Довольно вялый доклад Данглара о Людовике XVI, округлом лезвии и его последующей трансформации в прямое и наклонное, был встречен растерянным молчанием. Только Вейренк усмехнулся, глядя на Адамберга, и на сей раз в его задранной губе и косой улыбке чувствовалось скрытое удовлетворение.
– Революция? – спросила Ретанкур, сложив полные руки. – На этой идее, я думаю, можно поставить крест?
– Я ничего не утверждал, – отозвался Адамберг. – Я лишь сказал, что меня это наводит на мысль о Революции. Экспертиза показала, что знак начертили именно так – сначала две вертикальные палочки, потом изогнутую линию, потом наклонную перемычку.

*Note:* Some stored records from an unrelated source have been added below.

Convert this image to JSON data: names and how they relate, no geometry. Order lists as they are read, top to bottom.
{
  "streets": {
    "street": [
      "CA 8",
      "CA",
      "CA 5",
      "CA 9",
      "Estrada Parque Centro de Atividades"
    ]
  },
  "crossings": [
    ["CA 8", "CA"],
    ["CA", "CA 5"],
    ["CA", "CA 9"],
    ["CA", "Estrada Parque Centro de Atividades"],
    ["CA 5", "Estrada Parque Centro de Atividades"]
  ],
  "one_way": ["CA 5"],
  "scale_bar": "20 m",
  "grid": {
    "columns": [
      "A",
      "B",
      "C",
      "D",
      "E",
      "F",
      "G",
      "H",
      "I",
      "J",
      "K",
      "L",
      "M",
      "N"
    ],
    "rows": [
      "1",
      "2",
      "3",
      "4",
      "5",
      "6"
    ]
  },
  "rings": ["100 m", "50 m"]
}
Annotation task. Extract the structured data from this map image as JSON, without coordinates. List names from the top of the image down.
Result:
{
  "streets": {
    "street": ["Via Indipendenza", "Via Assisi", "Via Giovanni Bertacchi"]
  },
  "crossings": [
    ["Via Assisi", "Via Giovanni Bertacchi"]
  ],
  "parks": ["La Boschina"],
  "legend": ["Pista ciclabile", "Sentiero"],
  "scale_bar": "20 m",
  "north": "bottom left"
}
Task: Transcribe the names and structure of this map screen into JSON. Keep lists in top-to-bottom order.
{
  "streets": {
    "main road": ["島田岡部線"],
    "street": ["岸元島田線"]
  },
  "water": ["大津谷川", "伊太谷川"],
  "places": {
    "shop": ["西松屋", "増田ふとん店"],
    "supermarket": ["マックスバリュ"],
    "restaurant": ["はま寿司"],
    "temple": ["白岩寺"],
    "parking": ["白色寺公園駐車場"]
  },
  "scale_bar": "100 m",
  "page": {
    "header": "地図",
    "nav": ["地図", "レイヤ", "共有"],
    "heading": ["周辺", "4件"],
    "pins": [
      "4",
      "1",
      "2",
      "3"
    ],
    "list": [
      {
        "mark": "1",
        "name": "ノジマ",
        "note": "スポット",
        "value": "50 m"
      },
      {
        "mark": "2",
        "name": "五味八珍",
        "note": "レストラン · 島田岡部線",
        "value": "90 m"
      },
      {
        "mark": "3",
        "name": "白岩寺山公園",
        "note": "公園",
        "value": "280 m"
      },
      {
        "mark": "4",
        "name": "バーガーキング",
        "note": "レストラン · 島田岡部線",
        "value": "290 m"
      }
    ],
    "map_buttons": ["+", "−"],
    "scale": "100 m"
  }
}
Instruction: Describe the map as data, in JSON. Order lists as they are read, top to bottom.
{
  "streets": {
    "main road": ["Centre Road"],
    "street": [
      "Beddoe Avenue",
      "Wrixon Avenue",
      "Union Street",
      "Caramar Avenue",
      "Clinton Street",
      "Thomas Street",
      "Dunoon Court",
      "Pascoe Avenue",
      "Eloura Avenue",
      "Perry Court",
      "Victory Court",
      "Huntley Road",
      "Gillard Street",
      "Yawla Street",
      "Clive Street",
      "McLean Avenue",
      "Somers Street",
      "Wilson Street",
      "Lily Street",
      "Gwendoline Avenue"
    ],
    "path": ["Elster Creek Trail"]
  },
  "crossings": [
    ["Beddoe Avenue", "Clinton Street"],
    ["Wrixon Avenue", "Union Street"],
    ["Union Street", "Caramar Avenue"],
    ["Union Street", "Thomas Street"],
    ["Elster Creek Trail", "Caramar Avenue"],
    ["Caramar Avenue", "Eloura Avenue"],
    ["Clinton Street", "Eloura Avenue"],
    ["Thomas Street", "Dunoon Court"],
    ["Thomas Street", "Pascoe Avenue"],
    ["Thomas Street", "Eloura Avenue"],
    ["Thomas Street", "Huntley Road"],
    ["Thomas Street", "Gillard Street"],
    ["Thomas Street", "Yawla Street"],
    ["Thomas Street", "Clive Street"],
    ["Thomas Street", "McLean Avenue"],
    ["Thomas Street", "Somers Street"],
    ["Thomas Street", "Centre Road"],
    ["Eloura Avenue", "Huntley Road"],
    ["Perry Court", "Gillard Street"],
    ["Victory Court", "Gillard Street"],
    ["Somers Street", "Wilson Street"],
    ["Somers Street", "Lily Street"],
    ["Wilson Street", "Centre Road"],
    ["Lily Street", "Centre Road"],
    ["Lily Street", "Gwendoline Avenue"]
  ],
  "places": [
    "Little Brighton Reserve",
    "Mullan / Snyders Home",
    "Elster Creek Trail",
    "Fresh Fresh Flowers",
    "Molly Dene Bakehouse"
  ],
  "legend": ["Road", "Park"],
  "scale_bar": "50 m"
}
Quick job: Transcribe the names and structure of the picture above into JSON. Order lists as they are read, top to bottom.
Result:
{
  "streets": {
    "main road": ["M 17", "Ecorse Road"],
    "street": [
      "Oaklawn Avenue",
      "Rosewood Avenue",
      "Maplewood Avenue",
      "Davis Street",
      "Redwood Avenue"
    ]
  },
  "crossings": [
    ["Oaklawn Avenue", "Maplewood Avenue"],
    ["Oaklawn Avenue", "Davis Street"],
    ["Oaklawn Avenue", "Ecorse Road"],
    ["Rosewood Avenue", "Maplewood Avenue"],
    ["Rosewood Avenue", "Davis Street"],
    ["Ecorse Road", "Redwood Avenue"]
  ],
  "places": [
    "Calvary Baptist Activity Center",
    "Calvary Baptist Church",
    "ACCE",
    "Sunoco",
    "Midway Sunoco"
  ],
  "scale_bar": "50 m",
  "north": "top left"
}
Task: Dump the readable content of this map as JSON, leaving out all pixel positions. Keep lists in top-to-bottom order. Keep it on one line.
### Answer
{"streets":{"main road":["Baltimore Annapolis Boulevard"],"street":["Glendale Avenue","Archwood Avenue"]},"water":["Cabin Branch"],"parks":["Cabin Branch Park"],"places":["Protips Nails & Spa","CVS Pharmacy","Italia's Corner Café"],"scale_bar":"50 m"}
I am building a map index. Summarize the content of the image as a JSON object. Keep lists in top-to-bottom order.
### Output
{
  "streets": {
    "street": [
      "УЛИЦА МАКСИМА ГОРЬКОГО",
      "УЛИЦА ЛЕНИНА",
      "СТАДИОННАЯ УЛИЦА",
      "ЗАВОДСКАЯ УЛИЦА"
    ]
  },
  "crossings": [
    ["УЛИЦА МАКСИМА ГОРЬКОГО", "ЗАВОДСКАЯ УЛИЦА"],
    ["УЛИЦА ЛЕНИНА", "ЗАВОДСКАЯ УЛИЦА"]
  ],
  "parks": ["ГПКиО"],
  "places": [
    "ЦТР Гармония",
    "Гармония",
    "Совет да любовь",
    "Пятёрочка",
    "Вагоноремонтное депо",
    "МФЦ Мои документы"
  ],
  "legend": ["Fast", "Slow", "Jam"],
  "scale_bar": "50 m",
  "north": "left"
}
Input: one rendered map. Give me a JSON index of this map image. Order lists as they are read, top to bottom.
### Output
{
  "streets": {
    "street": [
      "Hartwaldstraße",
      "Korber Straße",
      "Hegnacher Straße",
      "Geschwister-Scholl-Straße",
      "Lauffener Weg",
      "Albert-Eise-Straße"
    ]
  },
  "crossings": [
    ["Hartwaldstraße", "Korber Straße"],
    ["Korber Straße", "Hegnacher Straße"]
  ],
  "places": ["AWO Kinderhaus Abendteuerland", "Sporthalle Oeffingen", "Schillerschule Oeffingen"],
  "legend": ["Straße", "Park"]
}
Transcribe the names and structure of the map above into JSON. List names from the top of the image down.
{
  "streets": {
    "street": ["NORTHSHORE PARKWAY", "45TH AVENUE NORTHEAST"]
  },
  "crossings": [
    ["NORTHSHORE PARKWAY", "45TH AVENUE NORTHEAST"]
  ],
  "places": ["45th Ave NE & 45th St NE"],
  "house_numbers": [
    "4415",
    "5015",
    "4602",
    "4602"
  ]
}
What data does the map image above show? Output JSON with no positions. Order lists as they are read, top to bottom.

– Идея красивая, – вмешался Меркаде, который в кои-то веки бодрствовал, проявляя максимальную живость ума.
Меркаде, страдая гиперсомнией, вынужден был каждые три часа уединяться для сна, и весь личный состав, сплотив ряды, скрывал этот факт от дивизионного комиссара.
– Но все же, – продолжал он, – не совсем понятно, откуда взялась гильотина смешанного революционно-монархического типа в контексте исландской трагедии.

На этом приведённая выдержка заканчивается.